In his 1962 book The Structure of Scientific Revolutions, physicist and science historian Thomas Kuhn argued that a series of small, successful challenges to a conventional wisdom eventually lead to a dramatic change in how scientists view that world.
He dubbed such scientific revolutions a paradigm shift. The phrase has since become a colloquialism.
While most of Kuhn’s examples were drawn from the natural sciences, an analogous movement is taking place today in healthcare. The paradigm shift involves the appropriate locus of care. It has implications for every healthcare provider.
For most of the past century, the best place for complicated surgery was a hospital. But as surgical techniques and technology improved, some invasive procedures moved to outpatient clinics. Four-day stays were replaced by in-and-out service.
As cultural preferences shifted, more end-of-life patients opted for hospice and palliative care. Heroic hospital interventions declined as more people realized they were more likely to erode quality of life than meaningfully extend it.
The post-acute care world is undergoing a similar transformation. Nursing homes are shutting down as the frail elderly and their families opt for assisted living and home care. Rehab facilities are scrambling for patients, who find it is less costly and easier to visit the local gym.
For most of the past half century, the best place for a physician visit was at their office or clinic, which had replaced the house call. Today, why wait days or even months for an appointment when you can visit a retail clinic or pharmacy to get what you need?
With the advance of new technologies like video conferencing, telehealth and remote monitoring, many patients are realizing the best access point for physician care is once again their home. Many home-based interventions can be delivered by a physician assistant, nurse or home health aide, who, needless to say, get paid a lot less than doctors.
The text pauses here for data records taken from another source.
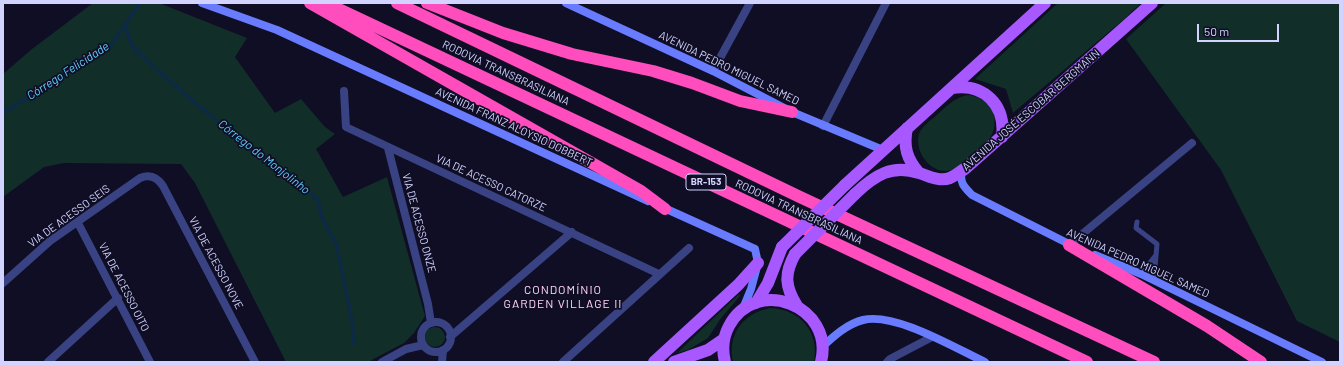 <!DOCTYPE html>
<meta charset="utf-8">
<style>
body{margin:0}
#map{position:relative;width:1343px;height:365px;overflow:hidden;background:#0f0e24;font-family:Barlow,sans-serif}
canvas{display:block}
.frame{position:absolute;inset:0;border:4px solid #d2d3ff;pointer-events:none}
.scale{position:absolute;left:1197px;top:24px;width:82px;height:18px;box-sizing:border-box;border:2px solid #d2d3ff;border-top:0;padding-left:5px;font-size:12px;line-height:14px;white-space:nowrap;color:#d2d3ff;-webkit-text-stroke:3px #0f0e24;paint-order:stroke}
</style>
<div id="map">
<canvas width="1343" height="365"></canvas>
<div class="frame"></div>
<div class="scale">50 m</div>
</div>
<script>
const g = document.querySelector('canvas').getContext('2d');
g.lineJoin = 'round';
function fillPath(path, color) { g.fillStyle = color; g.fill(path, 'evenodd'); }
function strokePath(path, color, width, dash) { g.strokeStyle = color; g.lineWidth = width; g.lineCap = dash ? 'butt' : 'round'; g.setLineDash(dash || []); g.stroke(path); }
function write(font, color, halo, rows, align = 'center') {
  g.font = font + ' Barlow,sans-serif'; g.lineWidth = 3.5; g.setLineDash([]); g.textBaseline = 'middle'; g.strokeStyle = halo; g.fillStyle = color; for (const [text, x, y, turn = 0] of rows) {
    g.save(); g.translate(x, y); g.rotate((+turn || 0) * Math.PI / 180); g.textAlign = isNaN(turn) ? turn : align; if (halo) g.strokeText(text, 0, 0); g.fillText(text, 0, 0); g.restore();
  }
}
fillPath(new Path2D(`
 M93,3H159L247,38L235,57L275,113L301,99L325,127L335,134L316,149L343,197L387,177L425,316L414,333L404,343L368,362H286L195,183L181,164L64,163L44,167L3,197V74L32,49Z
 M1058,3H1141L1123,20L1013,113L1006,89L975,79Z
 M1166,3H1340V342L1297,321L1221,170L1126,39Z
 M968,95C992,98 1002,120 989,140C978,149 968,161 956,168C936,180 913,154 919,134C922,125 933,119 940,112C949,104 956,97 968,95Z
 M739,294L740,296L721,318L708,338L688,350L677,353Z
 M770,308C800,309 820,332 814,362H733C727,335 743,313 770,308Z
 M425 337a10 10 0 1 1 20 0a10 10 0 1 1-20 0Z`), '#112e29');
strokePath(new Path2D(`
 M125,25L132,46L156,69L240,141L281,168L318,200L322,218L337,246L352,321L354,344
 M3,113L112,44L140,3`), '#0c2a46', 3.5);
strokePath(new Path2D(`
 M1137,222L1136,228L1157,244L1154,280
 M1141,274L1156,255`), '#394283', 5);
strokePath(new Path2D(`
 M713,71L750,3
 M344,91L346,127L659,274
 M823,126L886,3
 M388,148L428,304L431,323
 M78,223L150,362
 M1069,245L1192,143
 M3,283L50,241L140,178C150,174 157,177 163,186L255,362
 M421 337a15 15 0 1 1 30 0a15 15 0 1 1-30 0Z
 M450,337L572,232
 M48,362L118,298
 M382,362L406,349L423,345
 M442,362L443,350
 M563,362L689,248
 M887,362L890,359L932,337`), '#394283', 8);
strokePath(new Path2D(`
 M202,3L277,30L648,201
 M566,3L713,71L792,112L883,150
 M962,171C959,182 964,187 972,195L1073,246
 M662,207L755,249L758,263L751,289L742,311
 M1095,255L1141,274L1322,362
 M822,347C834,336 847,324 863,320C895,312 955,348 985,362`), '#697cff', 8);
strokePath(new Path2D(`
 M952,88C984,83 1006,105 1002,137
 M907,128C903,147 907,159 919,173
 M845,185L1045,3
 M855,194C875,175 892,164 919,173C929,176 939,182 950,178C955,176 961,171 966,168L1152,3
 M795,254C784,274 785,287 797,306
 M756,303L768,283L782,247
 M654,362L738,285L758,263
 M674,362L708,350L724,339
 M725,362C722,350 723,337 729,326C756,275 835,306 821,362`), '#a759ff', 12);
strokePath(new Path2D(`
 M310,3L641,191L665,209
 M326,3L1087,362
 M397,3L800,197L1154,362
 M427,3L503,33L572,54L653,71L692,83L740,101L792,112
 M1069,245L1207,326L1261,362`), '#ff4dbe', 12);
strokePath(new Path2D(`
 M782,247L845,185
 M795,254L855,194`), '#a759ff', 12);
for (const [x, y, w] of [
 [706,182,40]
]) { const box = new Path2D(); box.roundRect(x - w / 2, y - 8, w, 16, 3); g.fillStyle = '#0f0e24'; g.fill(box); strokePath(box, '#d2d3ff', 1); }
write('bold 10px', '#d2d3ff', null, [
 ["BR-153",706,182]
]);
write('11px', '#d2d3ff', '#0f0e24', [
 ["AVENIDA PEDRO MIGUEL SAMED",729,68,26],
 ["RODOVIA TRANSBRASILIANA",506,73,25],
 ["AVENIDA JOSÉ ESCOBAR BERGMANN",1031,110,-41],
 ["AVENIDA FRANZ ALOYSIO DOBBERT",514,127,25],
 ["VIA DE ACESSO CATORZE",491,183,25],
 ["RODOVIA TRANSBRASILIANA",799,212,25],
 ["VIA DE ACESSO SEIS",69,216,-36],
 ["VIA DE ACESSO ONZE",419,223,75],
 ["VIA DE ACESSO NOVE",216,263,62],
 ["AVENIDA PEDRO MIGUEL SAMED",1138,263,24],
 ["VIA DE ACESSO OITO",124,287,63]
]);
write('italic 12px', '#60ceff', '#0f0e24', [
 ["Córrego Felicidade",68,71,-33],
 ["Córrego do Monjolinho",264,157,38]
]);
g.letterSpacing = '1px';
write('12px', '#ffd4f6', '#0f0e24', [
 ["CONDOMÍNIO",563,290],
 ["GARDEN VILLAGE II",563,304]
]);
g.letterSpacing = '0px';
</script> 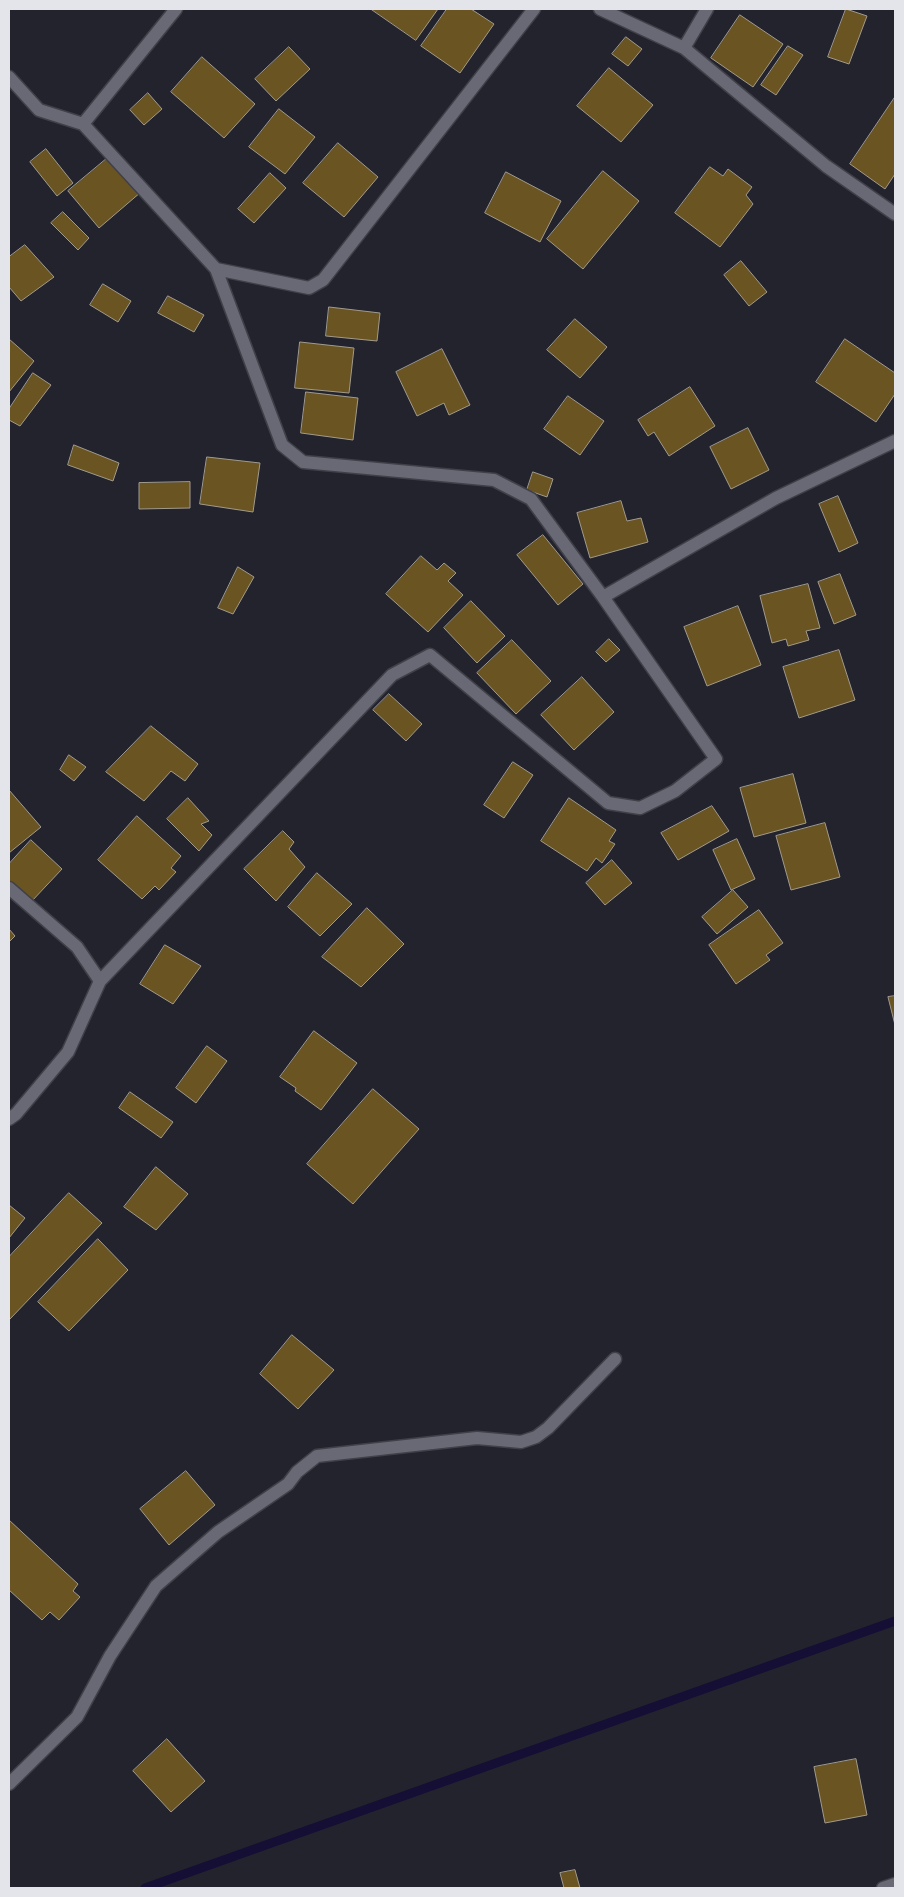 <!DOCTYPE html>
<style>
body{margin:0}
#map{position:relative;width:904px;height:1897px;overflow:hidden;background:#23232e;font-family:"Noto Serif",serif}
canvas{display:block}
.frame{position:absolute;inset:0;border:10px solid #e4e4eb;pointer-events:none}
</style>
<div id="map">
<canvas width="904" height="1897"></canvas>
<div class="frame"></div>
</div>
<script>
const context = document.querySelector('canvas').getContext('2d');
context.lineJoin = 'round';
function stroke(path, color, width, dash) { context.strokeStyle = color; context.lineWidth = width; context.lineCap = dash ? 'butt' : 'round'; context.setLineDash(dash || []); context.stroke(path); }
function fill(path, color) { context.fillStyle = color; context.fill(path, 'evenodd'); }
const stream = new Path2D(`
 M145,1888L895,1621`);
const building = new Path2D(`
 M371,9H438L416,40Z
 M447,9H471L494,24L460,73L421,46Z
 M846,9L867,16L849,64L828,57Z
 M740,15L783,44L753,87L711,58Z
 M626,37L642,49L628,66L612,54Z
 M788,46L803,55L776,95L761,85Z
 M289,47L310,69L276,101L255,79Z
 M202,57L255,104L224,138L171,92Z
 M609,68L653,105L621,142L577,106Z
 M148,93L162,109L144,125L130,110Z
 M895,97V174L885,189L850,164Z
 M279,109L315,137L285,174L249,147Z
 M338,143L378,177L344,217L303,183Z
 M46,149L73,183L57,196L30,162Z
 M110,156L141,192L99,228L68,191Z
 M710,167L723,176L728,169L752,187L746,195L753,204L720,247L675,213Z
 M603,171L639,201L583,269L547,239Z
 M506,172L561,201L540,242L485,213Z
 M270,173L286,188L254,223L238,209Z
 M63,212L89,238L78,250L51,223Z
 M25,245L54,277L21,301L9,287V257Z
 M741,261L767,292L749,306L724,275Z
 M103,284L131,301L118,322L90,305Z
 M168,296L204,315L194,332L158,313Z
 M329,307L380,313L377,341L326,336Z
 M575,319L607,347L580,378L547,350Z
 M9,339L34,361L9,392Z
 M845,339L895,373V394L876,422L816,382Z
 M300,342L354,348L349,393L295,388Z
 M442,349L470,405L449,415L444,403L417,416L396,372Z
 M33,373L51,385L20,426L9,420V409Z
 M690,387L715,426L669,456L654,432L648,436L638,420Z
 M306,392L358,398L353,440L301,433Z
 M568,396L604,421L580,455L544,429Z
 M748,428L769,470L731,489L710,447Z
 M74,445L119,463L113,481L68,465Z
 M207,457L260,463L253,512L200,504Z
 M533,472L553,479L547,497L527,490Z
 M190,482V508L139,509V483Z
 M838,496L858,543L839,552L819,504Z
 M621,501L627,521L641,518L648,542L590,558L577,513Z
 M543,535L583,584L558,605L517,555Z
 M421,556L437,570L444,563L456,573L448,581L463,595L428,632L386,594Z
 M238,567L254,577L233,614L218,608Z
 M840,574L856,615L834,624L818,582Z
 M808,584L820,628L806,631L809,640L788,646L786,639L772,643L760,596Z
 M471,601L505,636L477,663L444,628Z
 M738,606L761,665L707,686L684,627Z
 M609,639L620,650L606,662L596,652Z
 M512,640L551,681L516,714L477,673Z
 M839,650L855,700L799,718L783,667Z
 M582,677L614,712L574,750L541,715Z
 M389,694L422,724L406,741L373,710Z
 M151,726L198,764L185,781L171,771L144,801L106,772Z
 M69,755L86,767L74,781L60,770Z
 M513,762L533,775L504,818L484,805Z
 M793,774L806,823L754,837L740,788Z
 M9,790L41,827L9,853Z
 M188,798L209,821L201,824L212,835L199,851L167,819Z
 M569,798L616,830L609,841L615,844L602,863L596,858L587,871L541,841Z
 M712,806L729,831L678,860L661,833Z
 M137,816L181,856L171,868L176,872L159,890L155,886L142,899L98,860Z
 M825,823L840,877L791,890L776,836Z
 M283,831L294,842L289,849L305,867L276,901L244,869Z
 M737,839L755,879L731,890L713,850Z
 M31,840L62,869L31,902L9,880V864Z
 M612,860L632,883L605,905L586,883Z
 M317,873L352,904L320,936L288,907Z
 M733,890L748,907L717,934L702,917Z
 M367,908L404,944L361,987L322,957Z
 M759,910L783,943L766,955L770,960L736,984L709,945Z
 M9,929L15,936L9,942Z
 M165,945L201,966L173,1004L140,984Z
 M895,996V1025L888,997Z
 M314,1031L357,1063L321,1110L295,1091L296,1088L280,1077Z
 M207,1046L227,1061L196,1103L176,1088Z
 M373,1089L419,1129L353,1204L307,1164Z
 M130,1092L173,1122L161,1138L119,1108Z
 M156,1167L188,1194L156,1230L124,1207Z
 M69,1193L102,1223L10,1319L9,1318V1257Z
 M9,1205L25,1218L9,1238Z
 M98,1239L128,1270L69,1331L38,1302Z
 M292,1335L334,1370L298,1409L260,1374Z
 M186,1471L215,1505L169,1545L140,1509Z
 M9,1520L78,1584L73,1591L80,1597L59,1620L50,1612L42,1620L9,1590Z
 M167,1739L205,1781L171,1812L133,1771Z
 M856,1759L867,1815L825,1823L814,1767Z
 M575,1870L580,1888H564L560,1873Z`);
const minor = new Path2D(`
 M600,9L684,48L826,166L895,214
 M684,48L707,9
 M9,77L39,110L83,124L176,9
 M216,269L309,288L323,280L534,9
 M603,597L776,498L895,441
 M9,888L77,947L100,981L392,675L430,655L608,803L640,808L675,791L716,759L603,597L531,499L494,480L303,462L282,445L216,269L83,124
 M9,1119L16,1114L68,1052L100,981
 M9,1784L77,1717L110,1656L156,1586L218,1532L288,1484L297,1472L317,1456L477,1438L521,1442L536,1437L548,1428L615,1359
 M883,1888L895,1884`);
stroke(stream, '#150e35', 9);
fill(building, '#6a5421');
stroke(building, '#a19b8e', 1);
stroke(minor, '#404049', 15);
stroke(minor, '#696976', 12);
</script>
HHS Secretary Alex Azar recently told the National Kidney Foundation that he plans to speed up a similar evolution in how Americans suffering from kidney failure are treated. Currently, about 88% of the more than half-million Americans on hemodialysis travel three days a week to specialized facilities for their four-hour blood-cleansing sessions. The total cost to Medicare for patients with chronic kidney disease is $113 billion, or about one-fifth of all spending in the program in 2016.
In other countries, most patients get dialyzed at home through daily peritoneal dialysis, or PD, a daily procedure that takes significantly less time and is less taxing physically. Though it requires investment in machinery and supplies for each patient (dialysis centers can use the same equipment for multiple patients), a CMS pilot program saved an estimated $2,000 per patient a year.
Peritoneal dialysis is more effective, too. The medical literature shows patients on PD live longer and have a better quality of life than patients on hemodialysis.
The two major dialysis providers are preparing for the coming dialysis paradigm shift in their own ways. Fresenius Medical Care is purchasing a home dialysis equipment manufacturer. The merger was narrowly approved last month by the Federal Trade Commission.
DaVita currently gets only 16% of its revenue from PD, about the national average. But it has divisions dedicated to caring for patients with chronic kidney disease, or CKD, and offering home-based dialysis. It supports expanded use of PD, which is more profitable since it receives the same bundled payment as clinic-based dialysis.
Most people who wind up on dialysis experienced decades of untreated or badly managed hypertension and diabetes, which impair kidney function and lead to CKD. To improve their treatment and reduce the ranks of those entering any form of dialysis, the CMS should switch to an episode payment for CKD that includes dialysis if necessary.
When it does, this service line—one of the most expensive in medicine—will be at the point where the paradigm shifts.
Correction
An earlier version of this editorial misstated that dialysis patients cost Medicare $113 billion. That figure refers to total costs for Medicare patients with chronic kidney disease, including those on dialysis.